E a gestão democrática? Quais foram as principais estratégias implementadas? Deu certo?

Para quem acredita, o diálogo é não só uma estratégia de ensino, mas o fundamento da relação ensino-aprendizagem. E é lógico que, para ter diálogo, você tem que ter um espírito democrático, tem que acreditar que vale a pena ouvir o outro. Essa foi uma questão central na Secretaria. Porque, para Paulo Freire, a gestão democrática começa na sala de aula, com o professor na relação com seus alunos, o que não impediu que nós começássemos a gestão estimulando os conselhos de escola recém-criados para que se tornassem conselhos deliberativos, com participação significativa de pais, que eram o grande ausente das escolas. Você chama os pais para falar como os filhos não estão indo bem na escola, mas não chama para ajudar que eles decidam sobre as políticas dentro da escola. Tinha até um videozinho muito modesto, mas interessante, chamado ‘Aceita um conselho?’, que tinha esse duplo sentido de falar como se faz para ativar o conselho de escola, estimulando, inclusive, que pais assumissem, inclusive, a presidência ou coordenação do conselho.

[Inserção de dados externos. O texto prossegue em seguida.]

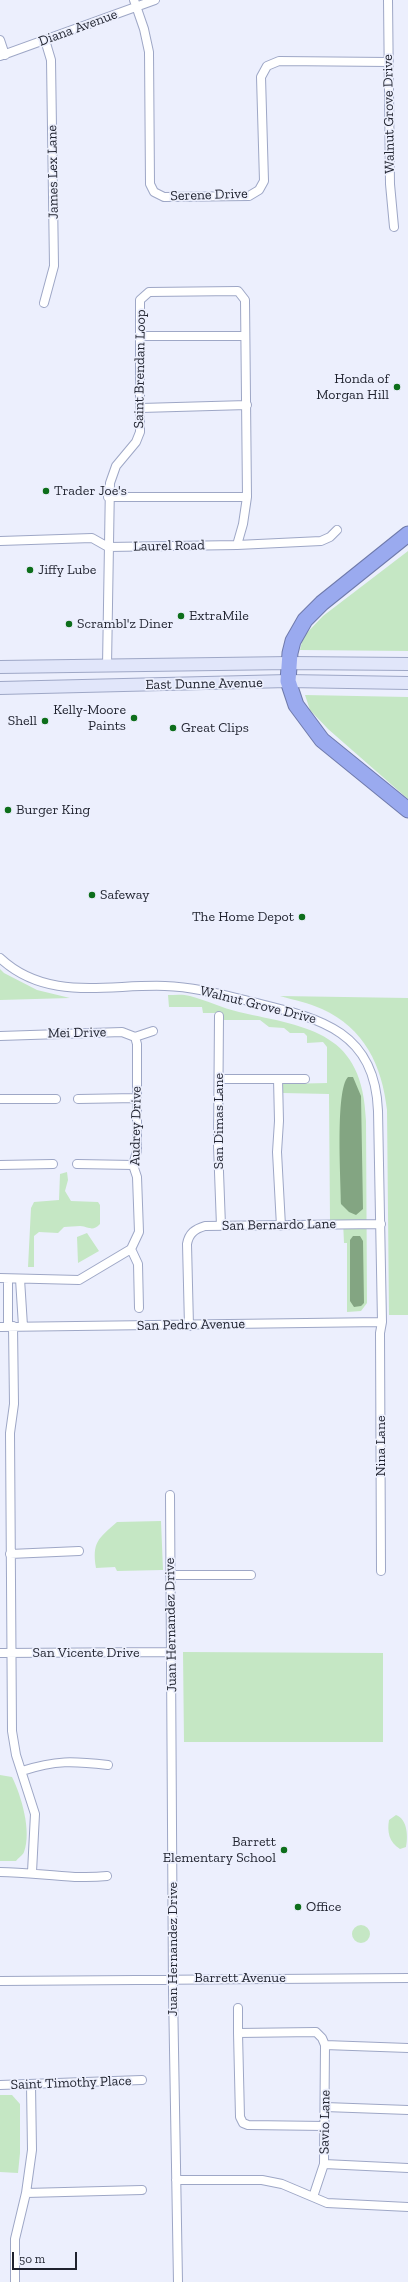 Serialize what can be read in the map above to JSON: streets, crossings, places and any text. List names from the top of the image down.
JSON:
{
  "streets": {
    "main road": ["East Dunne Avenue"],
    "street": [
      "Diana Avenue",
      "Walnut Grove Drive",
      "James Lex Lane",
      "Serene Drive",
      "Saint Brendan Loop",
      "Laurel Road",
      "Mei Drive",
      "San Dimas Lane",
      "Audrey Drive",
      "San Bernardo Lane",
      "San Pedro Avenue",
      "Nina Lane",
      "Juan Hernandez Drive",
      "San Vicente Drive",
      "Barrett Avenue",
      "Saint Timothy Place",
      "Savio Lane"
    ]
  },
  "crossings": [
    ["Diana Avenue", "James Lex Lane"],
    ["Diana Avenue", "Serene Drive"],
    ["Walnut Grove Drive", "Serene Drive"],
    ["Walnut Grove Drive", "San Bernardo Lane"],
    ["Walnut Grove Drive", "San Pedro Avenue"],
    ["Walnut Grove Drive", "Nina Lane"],
    ["Saint Brendan Loop", "Laurel Road"],
    ["Saint Brendan Loop", "East Dunne Avenue"],
    ["Mei Drive", "Audrey Drive"],
    ["San Dimas Lane", "San Bernardo Lane"],
    ["San Bernardo Lane", "San Pedro Avenue"],
    ["San Pedro Avenue", "Nina Lane"],
    ["Juan Hernandez Drive", "San Vicente Drive"],
    ["Juan Hernandez Drive", "Barrett Avenue"]
  ],
  "places": [
    "Honda of Morgan Hill",
    "Trader Joe's",
    "Jiffy Lube",
    "ExtraMile",
    "Scrambl'z Diner",
    "Kelly-Moore Paints",
    "Shell",
    "Great Clips",
    "Burger King",
    "Safeway",
    "The Home Depot",
    "Barrett Elementary School",
    "Office"
  ],
  "scale_bar": "50 m"
}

Os sindicatos passaram a ser atendidos quase diariamente e existia uma promessa, aliás, do governo da Luiza como um todo, mas do Paulo Freire em especial, de que não se publicaria nenhuma resolução ou ato legal que não tivesse sido discutido previamente com os envolvidos. Isso dava uma segurança aos professores. As demissões sumárias em relação à participação em greve estavam sendo revistas, portanto, os professores e os sindicatos foram ganhando uma estrutura de confiança maior. A questão da gestão eu diria que é um dos aspectos em que fomos muito bem sucedidos. Porque as escolas começaram a abrir, chamar os pais - não quer dizer que elas iam chamar os pais para fazer o Projeto Político-Pedagógico, mas chamavam de uma forma um pouco mais descontraída para ir à escola. Começou a ter muita abertura espontânea de escolas municipais [fora do horário escolar]. Os alunos pediam: “Onde é que a gente vai andar de skate? Onde vamos tocar com nossa banda? A gente queria fazer um teatro...”. As escolas municipais nas periferias muitas vezes eram, como ainda hoje, o melhor prédio que aquela comunidade ou bairro tem. Então, as escolas ganharam esse status de ser um locus privilegiado de encontro da juventude, de mães que queriam costurar ou bordar etc. E foi interessante porque não precisava ir o diretor ou os professores da escola para abrir. Um pai, uma mãe e um aluno responsável eram suficientes. Abrir as escolas no final de semana não é uma questão qualquer. E estou dizendo isso porque nós estamos vivendo um momento no Brasil em que as escolas estão se fechando, são raras as escolas que ficam abertas, por causa da violência, disso ou daquilo. E com isso você tem depredação, tem roubo etc. Com a escola aberta no final de semana, com a comunidade tomando conta, você pode estar certa do seguinte: depredação e roubo não tem. E se tiver roubo, vai ter devolução. Essa é uma questão aparentemente não pedagógica, mas que deu também um tom muito interessante para a nossa administração porque crianças e jovens puderam voltar para sua escola para brincar, para fazer uma coisa que gostam, porque escolheram.
Nós estávamos num momento de querer respirar, querer estar junto, ocupar a cidade... Era um desejo da população, portanto, as coisas sob esse ponto de vista também eram mais fáceis. Eu diria que, entre mortos e feridos, essa foi uma área em que a gente se saiu muito bem.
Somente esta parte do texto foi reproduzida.